Dataset excerpts:
---------------

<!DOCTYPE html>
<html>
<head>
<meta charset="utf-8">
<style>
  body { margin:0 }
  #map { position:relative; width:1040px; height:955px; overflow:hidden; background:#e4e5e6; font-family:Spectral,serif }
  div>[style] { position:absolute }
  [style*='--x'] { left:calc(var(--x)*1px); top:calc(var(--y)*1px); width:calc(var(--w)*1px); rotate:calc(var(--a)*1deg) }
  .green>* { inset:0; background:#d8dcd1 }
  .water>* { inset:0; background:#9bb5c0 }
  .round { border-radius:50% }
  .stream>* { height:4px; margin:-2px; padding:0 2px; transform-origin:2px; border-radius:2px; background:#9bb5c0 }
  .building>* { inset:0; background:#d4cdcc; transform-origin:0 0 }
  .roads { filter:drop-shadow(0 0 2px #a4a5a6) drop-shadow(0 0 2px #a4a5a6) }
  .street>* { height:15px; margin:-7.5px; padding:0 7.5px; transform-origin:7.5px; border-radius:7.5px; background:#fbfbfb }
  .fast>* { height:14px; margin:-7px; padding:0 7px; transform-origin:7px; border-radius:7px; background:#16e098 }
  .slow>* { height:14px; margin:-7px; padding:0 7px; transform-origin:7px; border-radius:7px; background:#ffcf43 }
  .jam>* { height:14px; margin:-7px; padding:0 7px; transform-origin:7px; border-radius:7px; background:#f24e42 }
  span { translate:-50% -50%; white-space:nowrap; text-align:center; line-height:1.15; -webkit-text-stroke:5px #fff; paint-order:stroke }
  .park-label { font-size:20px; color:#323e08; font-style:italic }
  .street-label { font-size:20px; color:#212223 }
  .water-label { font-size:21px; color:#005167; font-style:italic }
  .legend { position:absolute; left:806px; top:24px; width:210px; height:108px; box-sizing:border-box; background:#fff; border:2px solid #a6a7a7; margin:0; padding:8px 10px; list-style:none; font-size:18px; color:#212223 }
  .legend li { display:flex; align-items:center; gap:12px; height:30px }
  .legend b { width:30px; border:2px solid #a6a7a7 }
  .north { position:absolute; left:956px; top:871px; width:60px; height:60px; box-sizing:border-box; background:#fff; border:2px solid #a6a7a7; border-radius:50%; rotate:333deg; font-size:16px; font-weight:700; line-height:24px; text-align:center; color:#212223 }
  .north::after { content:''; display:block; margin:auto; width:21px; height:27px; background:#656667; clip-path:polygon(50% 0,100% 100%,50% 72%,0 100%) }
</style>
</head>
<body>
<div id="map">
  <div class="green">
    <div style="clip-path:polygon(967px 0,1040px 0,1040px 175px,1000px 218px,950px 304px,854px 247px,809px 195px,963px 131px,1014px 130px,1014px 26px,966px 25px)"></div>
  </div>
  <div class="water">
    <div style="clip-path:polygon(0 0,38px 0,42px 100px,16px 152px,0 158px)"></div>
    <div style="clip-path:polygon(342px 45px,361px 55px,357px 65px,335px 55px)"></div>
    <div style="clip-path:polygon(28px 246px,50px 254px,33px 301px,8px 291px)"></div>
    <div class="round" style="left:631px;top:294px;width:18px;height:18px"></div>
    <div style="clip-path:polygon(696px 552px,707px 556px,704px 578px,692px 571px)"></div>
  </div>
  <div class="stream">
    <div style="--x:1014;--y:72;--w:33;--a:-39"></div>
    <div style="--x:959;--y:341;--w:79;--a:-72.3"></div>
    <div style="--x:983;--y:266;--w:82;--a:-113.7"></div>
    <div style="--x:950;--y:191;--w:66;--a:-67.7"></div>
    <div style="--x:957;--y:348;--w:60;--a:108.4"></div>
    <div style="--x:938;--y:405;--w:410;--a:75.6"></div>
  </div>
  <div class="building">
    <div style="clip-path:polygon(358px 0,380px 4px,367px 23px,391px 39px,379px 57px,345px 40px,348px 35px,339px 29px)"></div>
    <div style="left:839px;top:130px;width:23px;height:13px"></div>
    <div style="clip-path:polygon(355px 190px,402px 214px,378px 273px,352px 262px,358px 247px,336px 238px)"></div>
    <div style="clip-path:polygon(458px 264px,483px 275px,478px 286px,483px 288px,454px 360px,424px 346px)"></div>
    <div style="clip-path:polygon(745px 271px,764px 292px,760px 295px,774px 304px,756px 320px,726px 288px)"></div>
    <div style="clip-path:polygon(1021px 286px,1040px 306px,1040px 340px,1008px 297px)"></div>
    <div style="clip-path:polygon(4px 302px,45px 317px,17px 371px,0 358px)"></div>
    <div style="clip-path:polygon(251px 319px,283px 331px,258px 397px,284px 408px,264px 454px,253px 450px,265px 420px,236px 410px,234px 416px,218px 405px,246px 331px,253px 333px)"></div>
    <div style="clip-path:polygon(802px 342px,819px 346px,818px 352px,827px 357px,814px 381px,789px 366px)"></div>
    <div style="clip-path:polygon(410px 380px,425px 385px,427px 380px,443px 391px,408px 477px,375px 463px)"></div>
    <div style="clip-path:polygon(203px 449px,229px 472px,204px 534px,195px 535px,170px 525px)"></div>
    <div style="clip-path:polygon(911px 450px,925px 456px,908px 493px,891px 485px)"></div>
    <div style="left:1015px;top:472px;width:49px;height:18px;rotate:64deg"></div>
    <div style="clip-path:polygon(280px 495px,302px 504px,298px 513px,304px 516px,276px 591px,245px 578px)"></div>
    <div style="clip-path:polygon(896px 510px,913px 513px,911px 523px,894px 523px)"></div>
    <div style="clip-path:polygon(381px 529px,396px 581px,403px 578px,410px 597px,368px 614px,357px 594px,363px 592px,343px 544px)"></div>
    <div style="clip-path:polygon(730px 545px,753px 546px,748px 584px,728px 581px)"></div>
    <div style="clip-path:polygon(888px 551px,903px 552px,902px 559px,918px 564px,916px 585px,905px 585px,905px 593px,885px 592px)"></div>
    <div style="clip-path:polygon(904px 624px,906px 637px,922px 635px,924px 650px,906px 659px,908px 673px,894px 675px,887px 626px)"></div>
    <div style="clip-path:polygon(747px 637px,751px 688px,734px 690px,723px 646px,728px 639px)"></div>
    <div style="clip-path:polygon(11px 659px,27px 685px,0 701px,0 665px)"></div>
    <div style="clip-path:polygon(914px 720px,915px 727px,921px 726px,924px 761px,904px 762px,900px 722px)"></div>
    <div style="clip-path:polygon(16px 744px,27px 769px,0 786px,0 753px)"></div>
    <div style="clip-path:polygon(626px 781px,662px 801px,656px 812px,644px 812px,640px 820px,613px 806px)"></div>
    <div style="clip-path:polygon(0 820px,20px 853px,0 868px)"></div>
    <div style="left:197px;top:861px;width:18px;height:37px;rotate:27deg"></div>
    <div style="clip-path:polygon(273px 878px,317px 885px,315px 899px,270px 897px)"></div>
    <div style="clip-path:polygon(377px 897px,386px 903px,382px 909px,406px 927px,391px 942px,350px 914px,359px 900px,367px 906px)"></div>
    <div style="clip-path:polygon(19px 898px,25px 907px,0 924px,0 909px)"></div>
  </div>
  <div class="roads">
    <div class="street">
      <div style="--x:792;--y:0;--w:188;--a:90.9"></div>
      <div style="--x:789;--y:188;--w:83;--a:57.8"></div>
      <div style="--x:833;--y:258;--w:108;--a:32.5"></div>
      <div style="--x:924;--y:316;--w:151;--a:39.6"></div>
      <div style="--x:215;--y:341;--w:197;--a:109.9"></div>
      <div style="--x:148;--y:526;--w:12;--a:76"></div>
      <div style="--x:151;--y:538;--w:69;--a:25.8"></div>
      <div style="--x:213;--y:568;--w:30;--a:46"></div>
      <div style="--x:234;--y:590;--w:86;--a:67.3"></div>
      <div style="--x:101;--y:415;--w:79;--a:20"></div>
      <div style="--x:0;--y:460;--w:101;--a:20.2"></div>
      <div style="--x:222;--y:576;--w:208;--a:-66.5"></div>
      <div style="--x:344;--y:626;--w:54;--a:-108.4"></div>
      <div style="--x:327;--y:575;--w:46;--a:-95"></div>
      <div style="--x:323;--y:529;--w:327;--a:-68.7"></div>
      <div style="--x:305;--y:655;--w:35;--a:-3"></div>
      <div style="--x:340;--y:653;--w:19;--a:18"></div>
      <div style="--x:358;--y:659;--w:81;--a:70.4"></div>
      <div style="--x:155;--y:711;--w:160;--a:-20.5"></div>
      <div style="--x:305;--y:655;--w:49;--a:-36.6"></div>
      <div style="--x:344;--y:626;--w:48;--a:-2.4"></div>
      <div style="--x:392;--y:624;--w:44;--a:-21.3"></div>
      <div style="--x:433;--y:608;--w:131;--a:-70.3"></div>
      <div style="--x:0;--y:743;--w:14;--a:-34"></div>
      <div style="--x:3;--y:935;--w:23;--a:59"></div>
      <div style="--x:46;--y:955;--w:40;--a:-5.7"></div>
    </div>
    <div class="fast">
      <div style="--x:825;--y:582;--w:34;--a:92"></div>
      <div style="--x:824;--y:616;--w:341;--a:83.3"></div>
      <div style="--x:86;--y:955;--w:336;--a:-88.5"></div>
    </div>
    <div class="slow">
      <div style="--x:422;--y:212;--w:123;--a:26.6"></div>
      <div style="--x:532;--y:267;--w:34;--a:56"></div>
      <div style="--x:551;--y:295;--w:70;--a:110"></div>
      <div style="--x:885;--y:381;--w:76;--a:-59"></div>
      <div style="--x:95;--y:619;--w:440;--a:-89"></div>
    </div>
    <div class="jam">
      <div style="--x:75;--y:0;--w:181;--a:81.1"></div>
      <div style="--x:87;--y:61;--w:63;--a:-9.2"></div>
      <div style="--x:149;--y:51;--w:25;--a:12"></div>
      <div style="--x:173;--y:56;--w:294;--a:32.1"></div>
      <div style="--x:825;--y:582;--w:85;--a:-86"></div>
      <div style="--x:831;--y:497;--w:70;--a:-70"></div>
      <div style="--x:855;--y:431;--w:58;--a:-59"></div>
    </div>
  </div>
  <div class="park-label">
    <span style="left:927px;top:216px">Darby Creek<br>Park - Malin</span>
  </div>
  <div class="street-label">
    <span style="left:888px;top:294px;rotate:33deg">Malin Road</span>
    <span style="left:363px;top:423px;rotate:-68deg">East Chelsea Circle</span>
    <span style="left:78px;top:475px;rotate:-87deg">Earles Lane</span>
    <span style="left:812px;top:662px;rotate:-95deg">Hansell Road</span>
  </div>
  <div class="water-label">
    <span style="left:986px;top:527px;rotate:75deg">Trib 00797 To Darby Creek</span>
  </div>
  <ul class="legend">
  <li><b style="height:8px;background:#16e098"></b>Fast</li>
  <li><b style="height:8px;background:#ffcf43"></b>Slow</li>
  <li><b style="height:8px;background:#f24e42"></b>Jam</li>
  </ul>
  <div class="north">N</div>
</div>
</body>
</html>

---------------

- _What this task involves_
In the entries above, find each line with "stream" and list it.

- _Exercise response_
  .stream>* { height:4px; margin:-2px; padding:0 2px; transform-origin:2px; border-radius:2px; background:#9bb5c0 }
  <div class="stream">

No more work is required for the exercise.